MATERIAL SUPPLIED:
=== Begin Enclosure ===

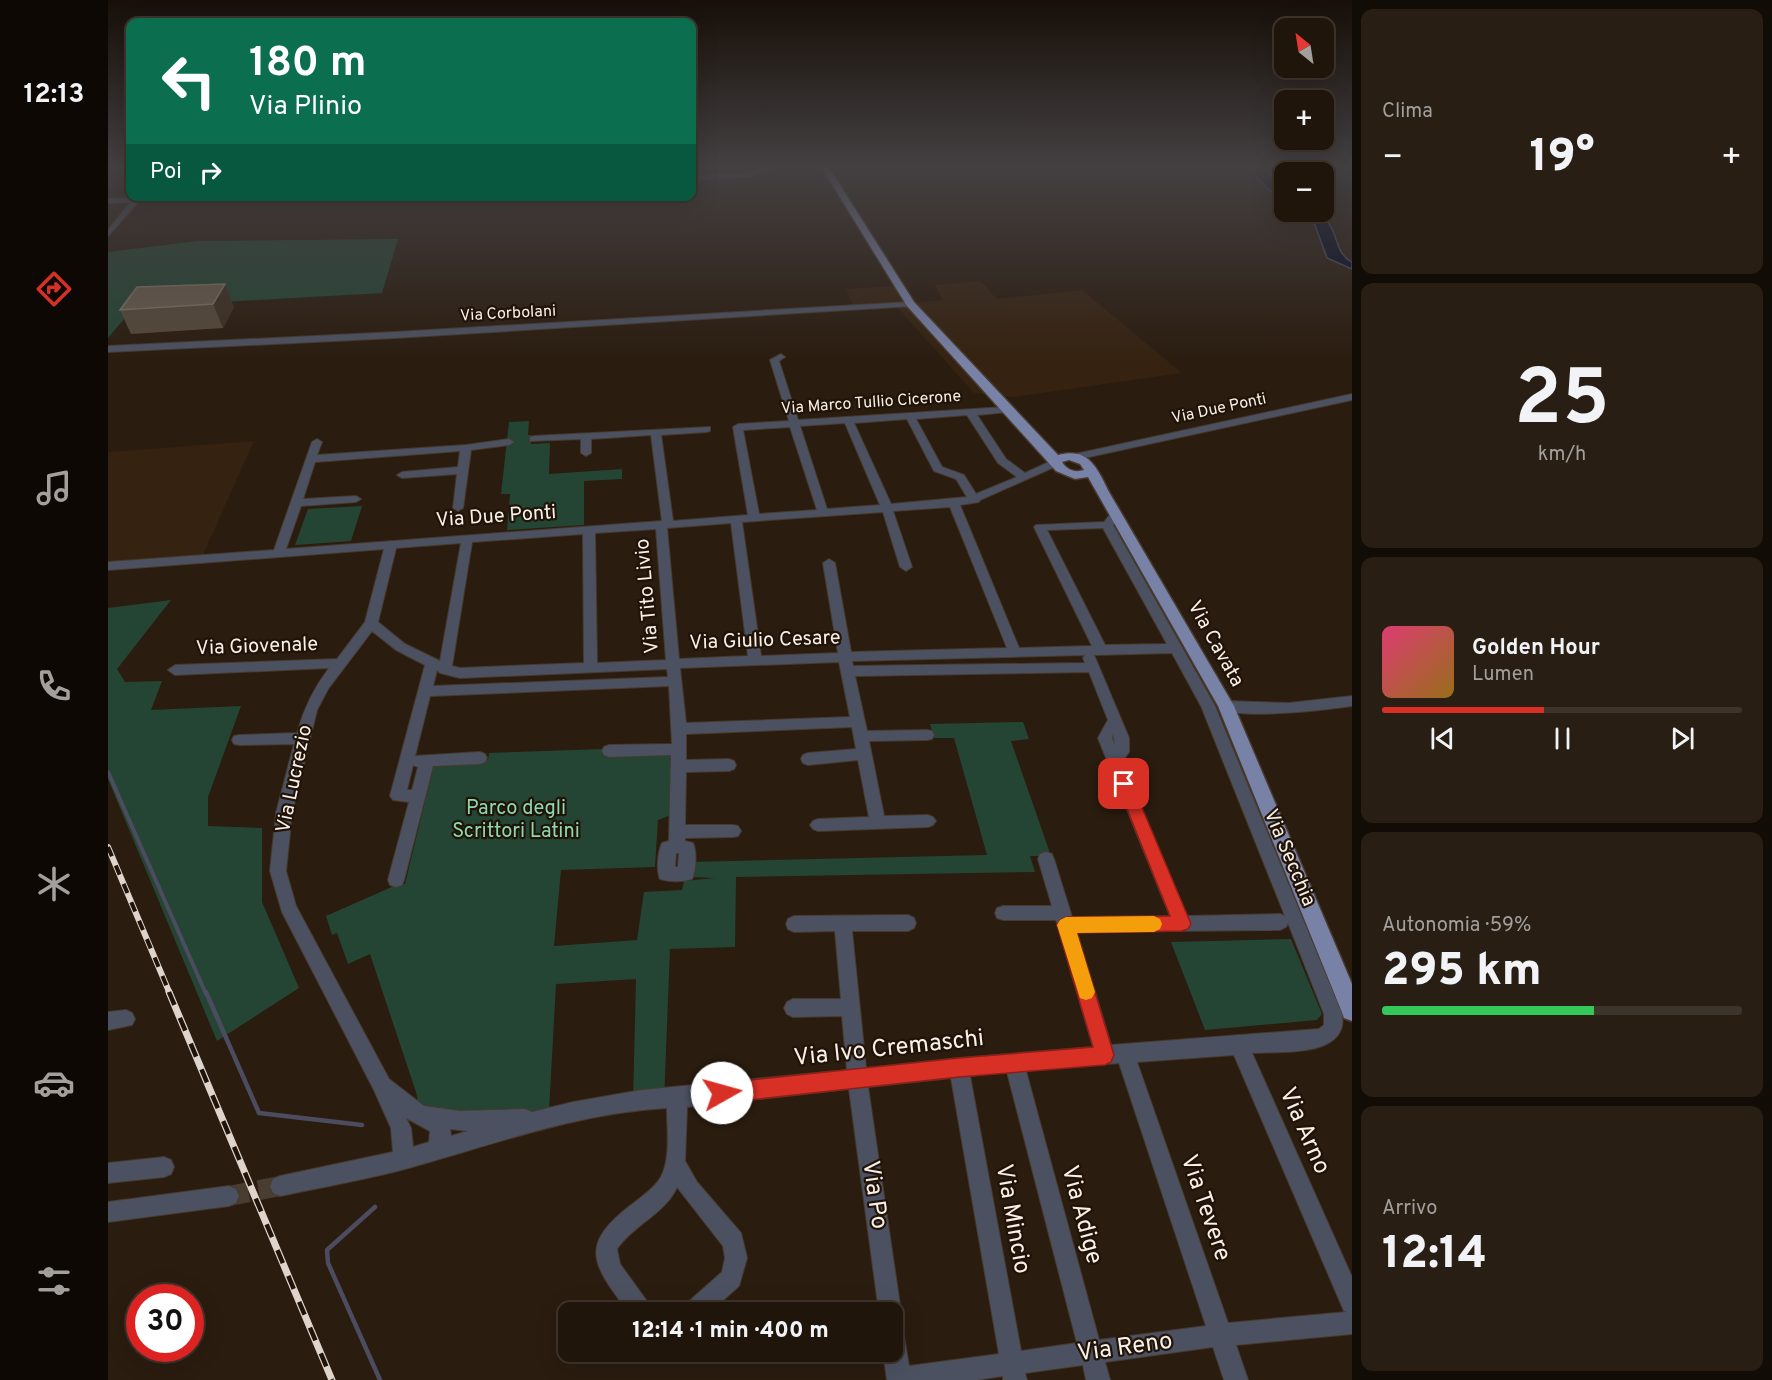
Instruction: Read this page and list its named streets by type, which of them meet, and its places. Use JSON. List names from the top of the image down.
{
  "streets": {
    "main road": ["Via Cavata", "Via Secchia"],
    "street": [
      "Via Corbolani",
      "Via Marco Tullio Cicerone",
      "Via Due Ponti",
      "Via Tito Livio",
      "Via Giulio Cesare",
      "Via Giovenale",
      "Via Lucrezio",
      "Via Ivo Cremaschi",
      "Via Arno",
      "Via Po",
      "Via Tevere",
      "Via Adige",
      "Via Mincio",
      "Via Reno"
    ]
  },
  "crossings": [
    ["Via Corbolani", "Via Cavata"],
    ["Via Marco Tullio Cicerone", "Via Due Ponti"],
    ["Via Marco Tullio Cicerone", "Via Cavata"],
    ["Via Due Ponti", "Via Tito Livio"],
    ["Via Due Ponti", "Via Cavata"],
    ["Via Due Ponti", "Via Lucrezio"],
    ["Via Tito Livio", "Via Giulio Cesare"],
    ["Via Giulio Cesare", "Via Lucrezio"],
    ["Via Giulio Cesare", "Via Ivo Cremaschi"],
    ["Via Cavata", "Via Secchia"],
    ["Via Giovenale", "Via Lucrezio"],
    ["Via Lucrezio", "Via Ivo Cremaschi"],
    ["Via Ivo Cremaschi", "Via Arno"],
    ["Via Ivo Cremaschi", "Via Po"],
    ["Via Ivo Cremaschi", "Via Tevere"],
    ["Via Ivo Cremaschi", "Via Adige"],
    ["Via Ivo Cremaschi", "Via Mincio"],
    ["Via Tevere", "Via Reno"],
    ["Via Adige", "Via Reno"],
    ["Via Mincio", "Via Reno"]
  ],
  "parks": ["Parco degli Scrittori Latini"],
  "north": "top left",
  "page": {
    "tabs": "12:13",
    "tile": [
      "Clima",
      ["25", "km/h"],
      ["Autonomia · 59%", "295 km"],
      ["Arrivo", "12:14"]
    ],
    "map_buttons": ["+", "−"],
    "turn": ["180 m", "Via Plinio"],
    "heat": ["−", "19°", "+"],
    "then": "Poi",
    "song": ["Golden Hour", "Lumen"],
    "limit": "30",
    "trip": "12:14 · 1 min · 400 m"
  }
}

=== End Enclosure ===

INSTRUCTIONS TO FOLLOW: The answer must be every line of the records that holds the string "Cesare".

FINISHED TASK:
      "Via Giulio Cesare",
    ["Via Tito Livio", "Via Giulio Cesare"],
    ["Via Giulio Cesare", "Via Lucrezio"],
    ["Via Giulio Cesare", "Via Ivo Cremaschi"],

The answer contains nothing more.